◆ EXERCISE INSTRUCTIONS: Using the listing below, keep only the lines with the word "Avenida" and copy them.

◆ PROVIDED ENTRIES:
■ ■ ■ ■
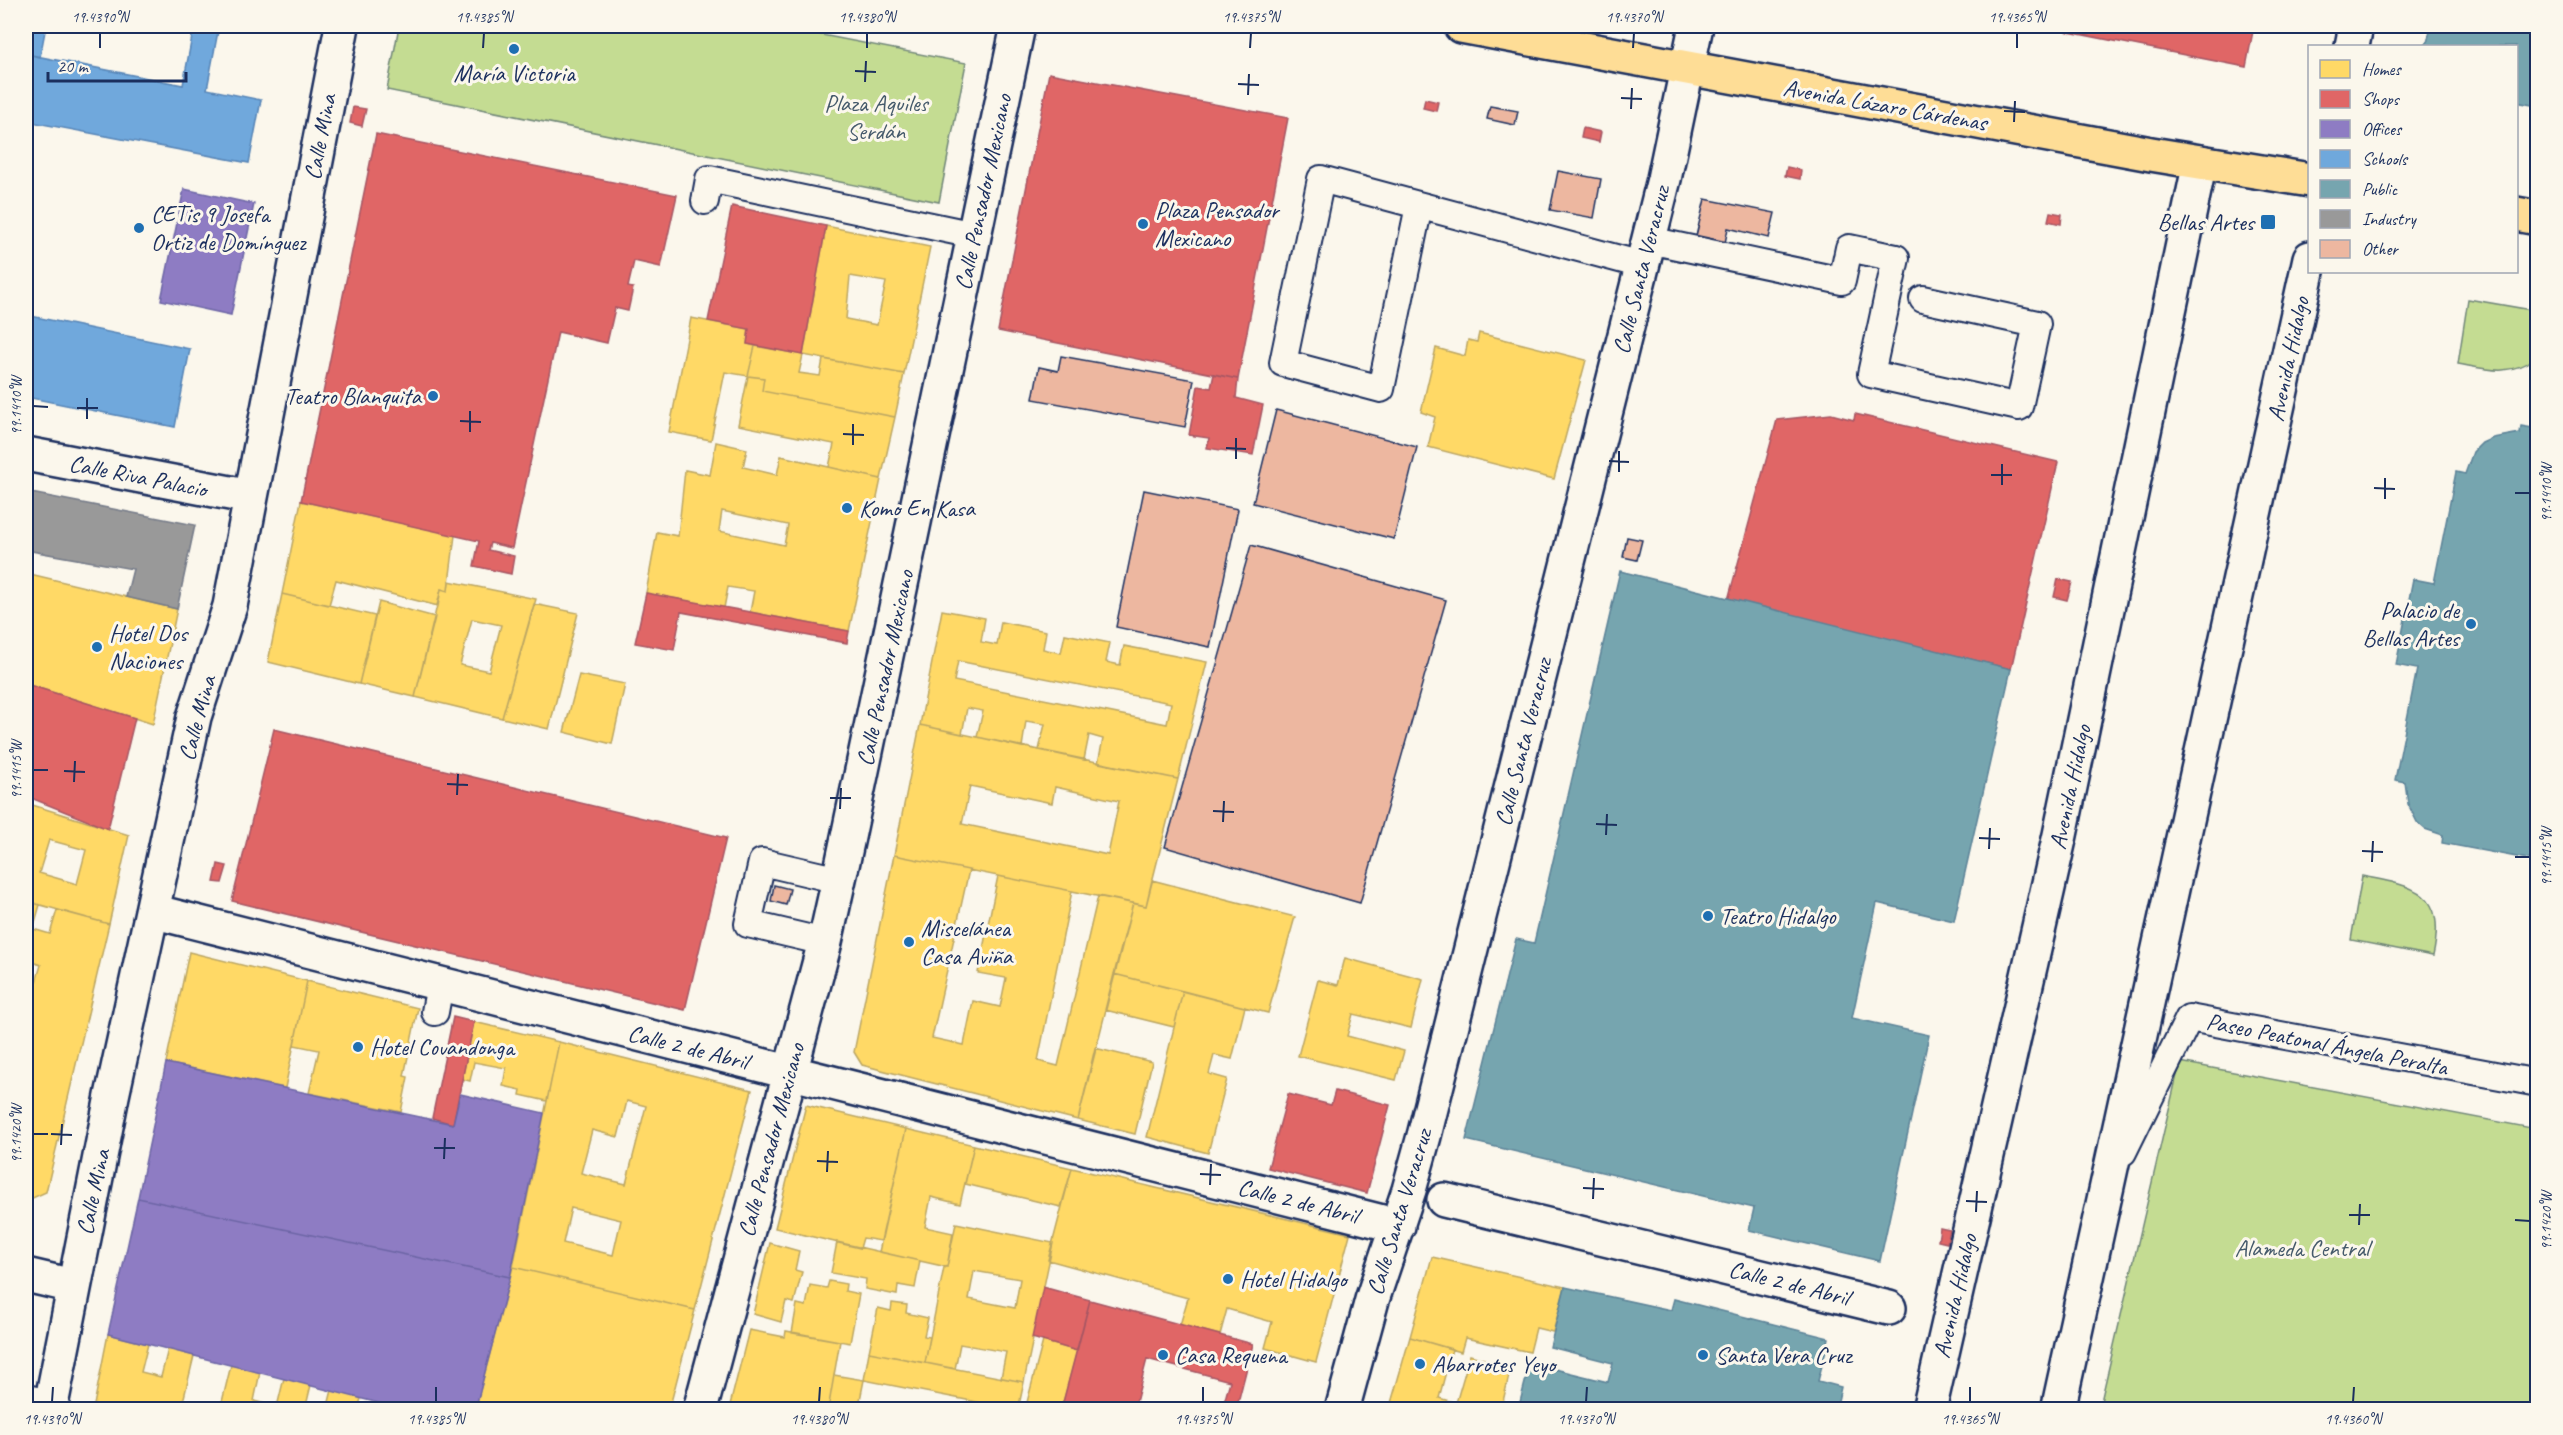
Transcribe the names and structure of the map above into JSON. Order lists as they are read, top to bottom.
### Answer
{
  "streets": {
    "main road": ["Avenida Lázaro Cárdenas"],
    "street": [
      "Calle Mina",
      "Calle Pensador Mexicano",
      "Calle Santa Veracruz",
      "Avenida Hidalgo",
      "Calle Riva Palacio",
      "Calle 2 de Abril"
    ],
    "lane": ["Paseo Peatonal Ángela Peralta"]
  },
  "crossings": [
    ["Avenida Lázaro Cárdenas", "Calle Santa Veracruz"],
    ["Avenida Lázaro Cárdenas", "Avenida Hidalgo"],
    ["Calle Mina", "Calle Riva Palacio"],
    ["Calle Mina", "Calle 2 de Abril"],
    ["Calle Pensador Mexicano", "Calle 2 de Abril"],
    ["Calle Santa Veracruz", "Calle 2 de Abril"],
    ["Avenida Hidalgo", "Paseo Peatonal Ángela Peralta"]
  ],
  "parks": ["Plaza Aquiles Serdán", "Alameda Central"],
  "places": {
    "other": [
      "María Victoria",
      "Plaza Pensador Mexicano",
      "CETis 9 Josefa Ortiz de Domínguez",
      "Teatro Blanquita",
      "Komo En Kasa",
      "Palacio de Bellas Artes",
      "Hotel Dos Naciones",
      "Teatro Hidalgo",
      "Miscelánea Casa Aviña",
      "Hotel Covandonga",
      "Hotel Hidalgo",
      "Casa Requena",
      "Santa Vera Cruz",
      "Abarrotes Yeyo"
    ],
    "transit": ["Bellas Artes"]
  },
  "legend": [
    "Homes",
    "Shops",
    "Offices",
    "Schools",
    "Public",
    "Industry",
    "Other"
  ],
  "scale_bar": "20 m",
  "coordinates": [
    "19.4390°N",
    "19.4385°N",
    "19.4380°N",
    "19.4375°N",
    "19.4370°N",
    "19.4365°N",
    "99.1410°W",
    "99.1415°W",
    "99.1420°W",
    "19.4360°N"
  ]
}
■ ■ ■ ■
◆ EXERCISE SOLUTION:
    "main road": ["Avenida Lázaro Cárdenas"],
      "Avenida Hidalgo",
    ["Avenida Lázaro Cárdenas", "Calle Santa Veracruz"],
    ["Avenida Lázaro Cárdenas", "Avenida Hidalgo"],
    ["Avenida Hidalgo", "Paseo Peatonal Ángela Peralta"]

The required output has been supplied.